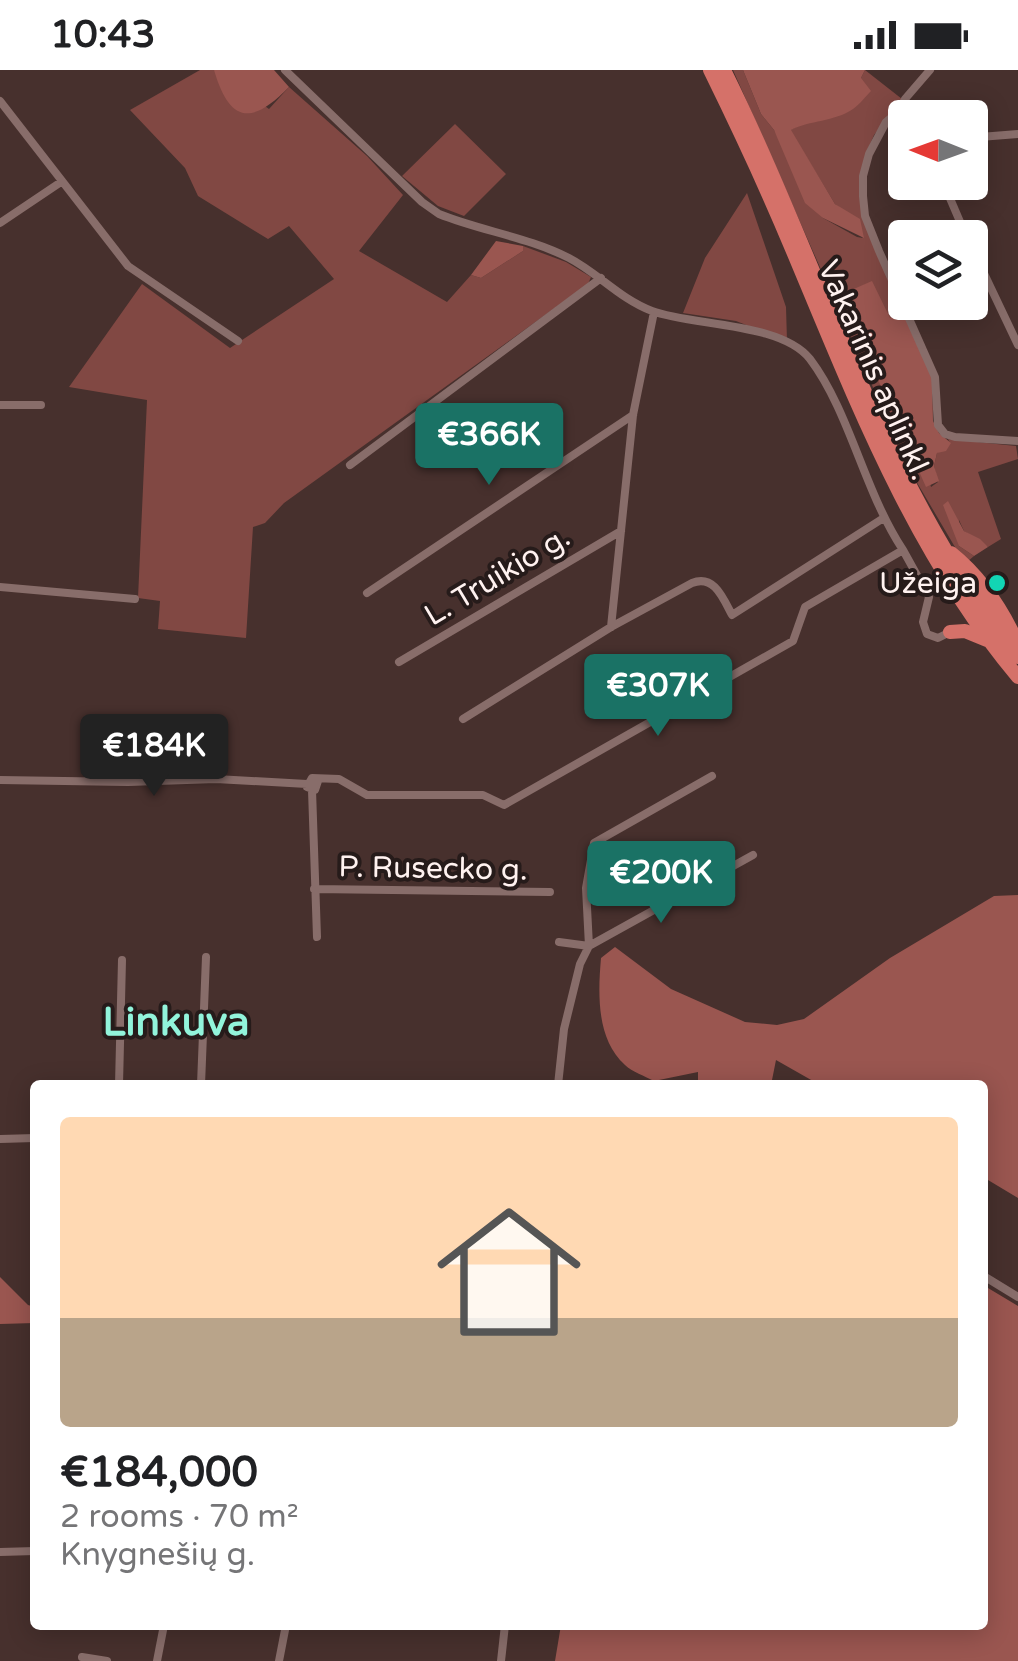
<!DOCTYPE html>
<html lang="en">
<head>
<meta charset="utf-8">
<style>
	body { margin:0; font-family:"Varela Round",sans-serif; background:#f2f2f2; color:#202124; height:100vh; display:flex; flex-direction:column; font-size:38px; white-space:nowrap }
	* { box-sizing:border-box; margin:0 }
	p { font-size:32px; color:#757577 }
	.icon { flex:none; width:55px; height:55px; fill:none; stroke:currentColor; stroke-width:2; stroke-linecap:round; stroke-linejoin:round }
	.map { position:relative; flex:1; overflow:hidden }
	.details { position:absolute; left:30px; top:1010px; width:958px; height:550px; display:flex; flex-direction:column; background:#fff; border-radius:10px; box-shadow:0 5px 25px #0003 }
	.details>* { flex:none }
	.needle { width:65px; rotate:271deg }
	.buttons { position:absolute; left:888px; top:30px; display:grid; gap:20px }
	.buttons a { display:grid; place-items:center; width:100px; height:100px; border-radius:10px; background:#fff; box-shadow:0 5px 25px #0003; font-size:50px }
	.price { position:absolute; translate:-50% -85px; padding:0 22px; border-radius:10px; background:#1a7265; color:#fff; font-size:32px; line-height:65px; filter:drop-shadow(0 2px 5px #0008) }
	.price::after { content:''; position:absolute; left:50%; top:60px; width:30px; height:22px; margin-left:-15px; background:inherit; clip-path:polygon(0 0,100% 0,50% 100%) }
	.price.current { background:#222; color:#fff }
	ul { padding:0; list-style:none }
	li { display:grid; align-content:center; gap:20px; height:530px; padding:0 30px }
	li+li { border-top:2px solid #e0e0e0 }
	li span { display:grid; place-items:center; height:310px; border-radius:10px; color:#555 }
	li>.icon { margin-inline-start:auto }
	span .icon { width:180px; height:180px; fill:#fffc; stroke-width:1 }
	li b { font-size:42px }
	.status { display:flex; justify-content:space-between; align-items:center; height:70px; padding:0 50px; background:#fff; direction:ltr }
	.status svg { height:28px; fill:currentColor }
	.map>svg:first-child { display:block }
	.green { fill:#814843 }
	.forest { fill:#9a5650 }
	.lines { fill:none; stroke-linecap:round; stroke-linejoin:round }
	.minor { stroke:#886d6a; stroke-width:8 }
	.trunk { stroke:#d57169; stroke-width:14 }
	.poi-dot { fill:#12d5b4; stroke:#261b1a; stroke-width:4 }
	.labels { text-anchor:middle; stroke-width:8; stroke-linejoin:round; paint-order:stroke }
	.street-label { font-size:30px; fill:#fff2f0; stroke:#261b1a }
	.poi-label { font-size:30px; fill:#fff2f0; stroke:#261b1a; text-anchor:end }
	.district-label { font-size:40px; font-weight:bold; fill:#92f4db; stroke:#261b1a }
</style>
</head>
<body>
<div class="status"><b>10:43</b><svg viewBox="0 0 49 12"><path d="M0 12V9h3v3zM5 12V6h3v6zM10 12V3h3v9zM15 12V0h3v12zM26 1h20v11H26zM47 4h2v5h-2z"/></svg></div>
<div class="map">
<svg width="1018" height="1591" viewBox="0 0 1018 1591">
	<rect width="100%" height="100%" fill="#47302d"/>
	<!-- green -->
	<path class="green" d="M200,0H214L269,39L289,17L367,86L403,125L359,181L447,232L471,205L481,208L523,181V176L566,192L591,207L588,214L284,433L265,453L253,457L246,568L158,559L160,531L138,528L147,330L69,317L142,214L230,278L334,209L289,156L268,169L198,126L185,98L130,40Z
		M733,0H743L761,44L774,60L823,148L857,167L863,168L845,142L835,134L790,60L811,50L861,8L865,0L902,29L874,65L866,84L861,124L903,242L891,248L931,417L938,412L934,396L937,383L950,373L948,369L1016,376L1018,389L978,402L1001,469L988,477L964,461L959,450V476L974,486L967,492L962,489L909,399Z
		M455,54L506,104L464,146L438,136L402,106Z
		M747,123L786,237L787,271L736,251L683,243L705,188Z"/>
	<!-- forest -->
	<path class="forest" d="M214,0H274L289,17C252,55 230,54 214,0Z
		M743,0H865L861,8L871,21C866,26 860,34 853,39C834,52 810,50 791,60L835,134L860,149L864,168L823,148L805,133L774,60L761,44Z
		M496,171L523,176V181L481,208L471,205Z
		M872,211L890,248L903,242L932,307L933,351L939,363L951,373L946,381L937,383L934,396L939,411L926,417L840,225Z
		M948,431L964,461L980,469L988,477L974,486L959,476L943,435Z
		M1018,825V1128L983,1107L982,1015H820L776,990L771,1015H698V1002L654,1011C645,1006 632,1002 625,995C596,969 598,923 601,888L615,877L671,919L745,952L777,955L804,949L890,888L994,826Z
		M0,1207L28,1235L35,1237V1253L0,1254Z
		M983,1215L1018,1236V1591H555L561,1555H982Z"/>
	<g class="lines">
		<!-- minor -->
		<path class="minor" d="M285,0L422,132L439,144C481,161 528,167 569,188C598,203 620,229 652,241C692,256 781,252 810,289C850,342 864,421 903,480
			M930,0L905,29L899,41L886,52L869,84L863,106V126L865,146L879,181L935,307L938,355L945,364L955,367L1018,371
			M0,31L128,196L238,271
			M980,67L1018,64
			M943,112L967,168
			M0,153L61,112
			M970,174L1018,275
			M0,335H41
			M350,395L601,208
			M0,517L135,529
			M367,523L633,345
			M611,557L633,345L654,242
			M399,592L621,461
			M463,649L611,557L692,513C714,504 723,528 732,545L882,449
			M0,710L128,712L216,709L307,714
			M318,711L315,720L307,717L312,708L339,709L367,725H483L504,735L793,571L805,537L903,480L929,527L923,552L927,564L938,568L950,562
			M312,720L317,867
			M314,819L550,822
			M559,872L589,876L753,785
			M119,1015L122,890
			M201,1015L206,887
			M558,1015L564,959L580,894L589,876L586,818L594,773L712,706
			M0,1069L35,1068
			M982,1205L1018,1227
			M0,1482L35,1481
			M82,1587L107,1591
			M157,1591L164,1555
			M279,1591L286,1555
			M501,1591L505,1555"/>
		<!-- trunk -->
		<path class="trunk" d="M710,0C739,59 767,119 792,179C855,329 913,482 1018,607
			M724,0C821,196 881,413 1018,587
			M951,483C981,507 1002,539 1018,574
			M950,562L965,561L987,570"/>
	</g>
	<!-- markers -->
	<circle class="poi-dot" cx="997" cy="513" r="10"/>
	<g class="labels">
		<!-- street labels -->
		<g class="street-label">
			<text transform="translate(875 300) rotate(66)" y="10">Vakarinis aplinkl.</text>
			<text transform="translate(497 506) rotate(-31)" y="10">L. Truikio g.</text>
			<text transform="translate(433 798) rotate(1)" y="10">P. Rusecko g.</text>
		</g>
		<!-- poi labels -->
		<g class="poi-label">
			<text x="977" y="523">Užeiga</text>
		</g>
		<!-- district labels -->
		<g class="district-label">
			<text x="176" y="965">Linkuva</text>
		</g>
	</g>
</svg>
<div class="buttons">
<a><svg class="needle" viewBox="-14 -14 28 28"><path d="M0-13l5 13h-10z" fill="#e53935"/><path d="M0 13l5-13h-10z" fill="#757577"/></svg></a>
<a><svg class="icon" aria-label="layers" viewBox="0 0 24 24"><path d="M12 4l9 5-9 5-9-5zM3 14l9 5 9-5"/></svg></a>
</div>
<b class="price" style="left:489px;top:418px">€366K</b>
<b class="price" style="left:658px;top:669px">€307K</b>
<b class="price current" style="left:154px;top:729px">€184K</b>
<b class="price" style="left:661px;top:856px">€200K</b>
<section class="details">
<ul>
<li><span style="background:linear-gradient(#ffd9b3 65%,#b9a48a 0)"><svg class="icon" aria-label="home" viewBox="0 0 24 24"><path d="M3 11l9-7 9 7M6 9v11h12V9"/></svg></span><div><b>€184,000</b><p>2 rooms · 70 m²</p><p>Knygnešių g.</p></div></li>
</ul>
</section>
</div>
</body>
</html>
======
### WORK ITEM
Retype only the lines running from the line with "<!-- street labels -->" to the end of the listing, including both of those lines.

### COMPLETED TASK
		<!-- street labels -->
		<g class="street-label">
			<text transform="translate(875 300) rotate(66)" y="10">Vakarinis aplinkl.</text>
			<text transform="translate(497 506) rotate(-31)" y="10">L. Truikio g.</text>
			<text transform="translate(433 798) rotate(1)" y="10">P. Rusecko g.</text>
		</g>
		<!-- poi labels -->
		<g class="poi-label">
			<text x="977" y="523">Užeiga</text>
		</g>
		<!-- district labels -->
		<g class="district-label">
			<text x="176" y="965">Linkuva</text>
		</g>
	</g>
</svg>
<div class="buttons">
<a><svg class="needle" viewBox="-14 -14 28 28"><path d="M0-13l5 13h-10z" fill="#e53935"/><path d="M0 13l5-13h-10z" fill="#757577"/></svg></a>
<a><svg class="icon" aria-label="layers" viewBox="0 0 24 24"><path d="M12 4l9 5-9 5-9-5zM3 14l9 5 9-5"/></svg></a>
</div>
<b class="price" style="left:489px;top:418px">€366K</b>
<b class="price" style="left:658px;top:669px">€307K</b>
<b class="price current" style="left:154px;top:729px">€184K</b>
<b class="price" style="left:661px;top:856px">€200K</b>
<section class="details">
<ul>
<li><span style="background:linear-gradient(#ffd9b3 65%,#b9a48a 0)"><svg class="icon" aria-label="home" viewBox="0 0 24 24"><path d="M3 11l9-7 9 7M6 9v11h12V9"/></svg></span><div><b>€184,000</b><p>2 rooms · 70 m²</p><p>Knygnešių g.</p></div></li>
</ul>
</section>
</div>
</body>
</html>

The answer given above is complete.